Faced With New Threats, Businesses Turn to Industrial Warfare

Faced With New Threats, Businesses Turn to Industrial Warfare.

A system inspired by Chinese martial arts helps companies even the playing field when facing competitors who follow no rules.

 

One of the greatest threats to businesses in the Western world is a culture that makes them unable to compete with countries that don’t play by the same rules. A system has already changed the culture of businesses in the United Kingdom, and has recently been released in the United States.

It began in 2005 when the British government was looking for a training program that could help U.K.-based companies continually improve. According to John Bradley, who at the time worked for the British government’s National Skills Academy, “We were helping companies become globally competitive through learning new skills.”

It was around that time when Bradley was approached by Amar Manzoor, founder of 7Tao, a U.K.-based company that trains businesses on the art of industrial warfare.
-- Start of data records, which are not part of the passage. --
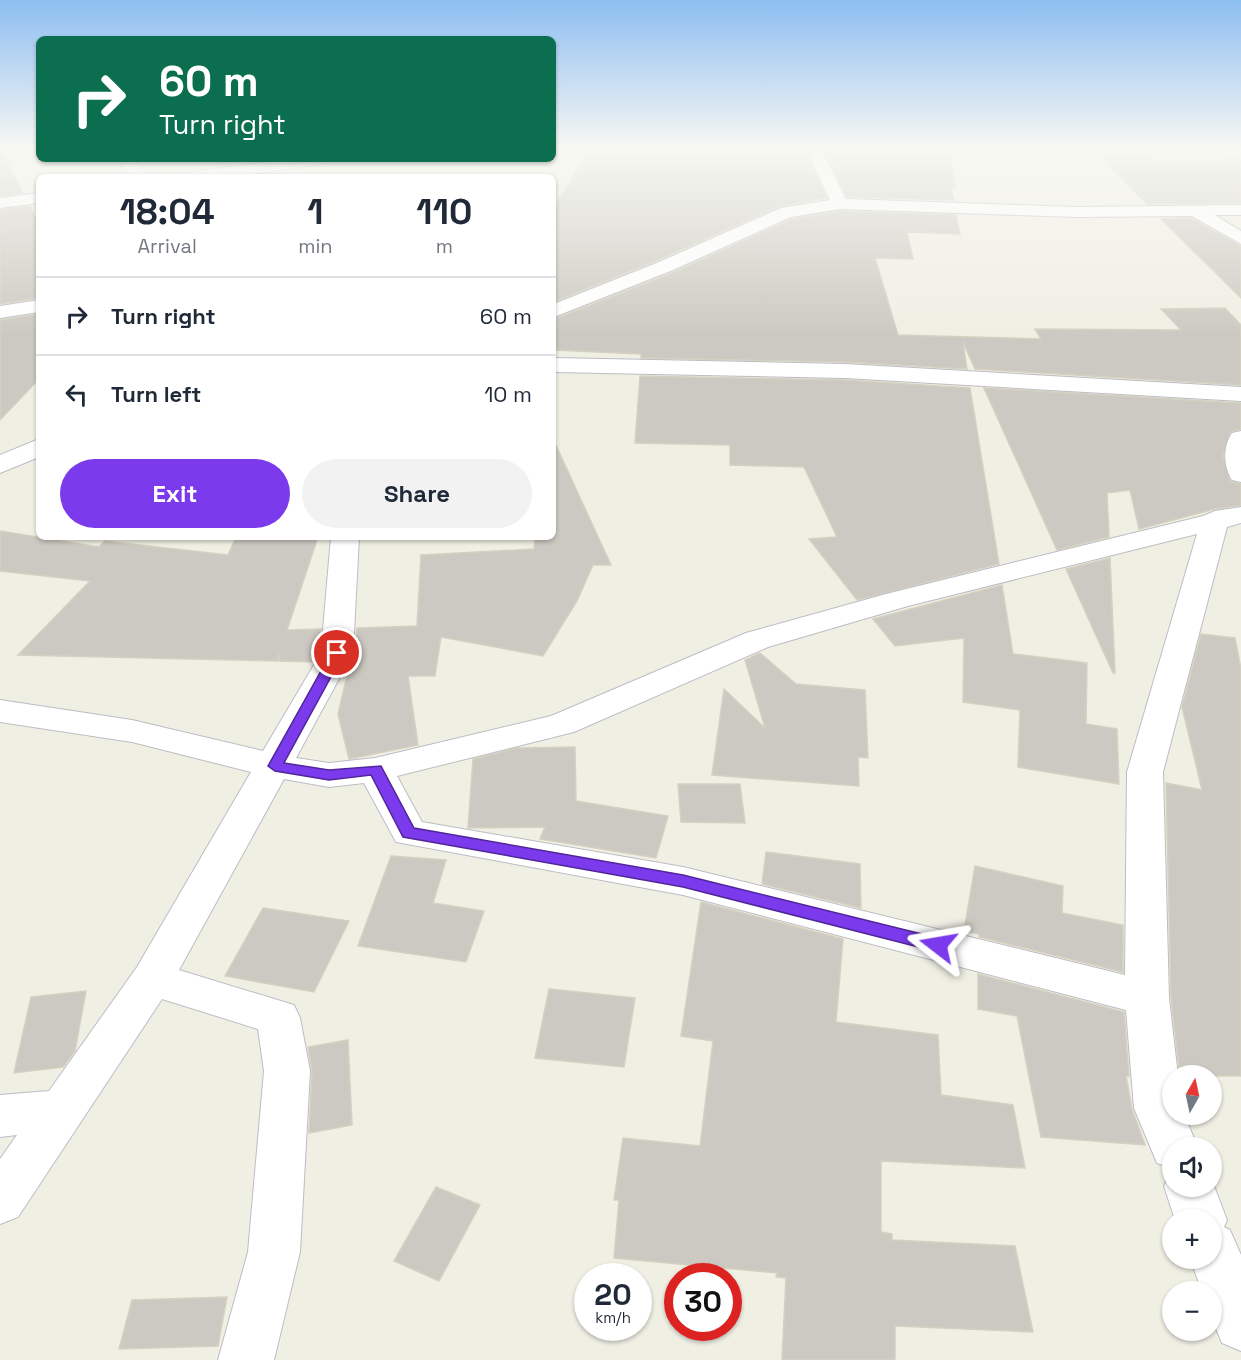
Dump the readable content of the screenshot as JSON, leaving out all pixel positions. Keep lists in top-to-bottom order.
{
  "north": "top",
  "page": {
    "turn": ["60 m", "Turn right"],
    "eta": [
      "18:04",
      "Arrival",
      "1",
      "min",
      "110",
      "m"
    ],
    "list": [
      {
        "name": "Turn right",
        "value": "60 m"
      },
      {
        "name": "Turn left",
        "value": "10 m"
      }
    ],
    "buttons": ["Exit", "Share"],
    "map_buttons": ["+", "−"],
    "speed": "20 km/h",
    "limit": "30"
  }
}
Bradley decided to give Amar’s program a shot, and he said, “It was transformational to businesses” in the United Kingdom.
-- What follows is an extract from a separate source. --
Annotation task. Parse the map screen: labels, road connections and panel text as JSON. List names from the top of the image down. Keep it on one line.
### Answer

7Tao was designed to replace and go far beyond Six Sigma, which is a set of techniques and tools for business improvement. The system, designed in 1986, is the current standard used by most Western companies.

Many businesses are having trouble with Six Sigma, however, since the nature of global competition has changed dramatically since 1986. Bradley said in an interview, “[7Tao] can outperform Six Sigma, completely, because it’s looking at all the internal and external elements of a business. I don’t think there is anything out there that even comes close to it.”

“Most people don’t even consider they’re in the game, let alone a war of strategy,” Bradley said.

According to Manzoor, in a new business environment shaped by the threats of Chinese espionage, cyberattacks, and cheap manufacturing, he and his team designed 7Tao to allow Western companies to stay in the game without sacrificing their values.

“We are in the center of an industrial war—the war for industrial dominance,” Manzoor said, in a phone interview.

 

The Economic Dream

The global economy has been in an unusual state for several decades, and this environment will soon change, according to British author and economic commentator Fred Harrison.

After World War II, the Western economy was able to dominate the global market because “they had no real competition,” Harrison said in a phone interview.

It was a global economy, which excluded Russia and Eastern Europe, which was then ruled by the Soviet Union, as well as communist China. Africa, South America, and Southeast Asia had very small footprints.

Western companies are faced with a new question, he said, “How are we going to defend against the Chinese low-cost production?” Western companies are disadvantaged, since high costs and low production make it difficult to compete against an adversary that relies on low costs and high production, while not playing by any rules.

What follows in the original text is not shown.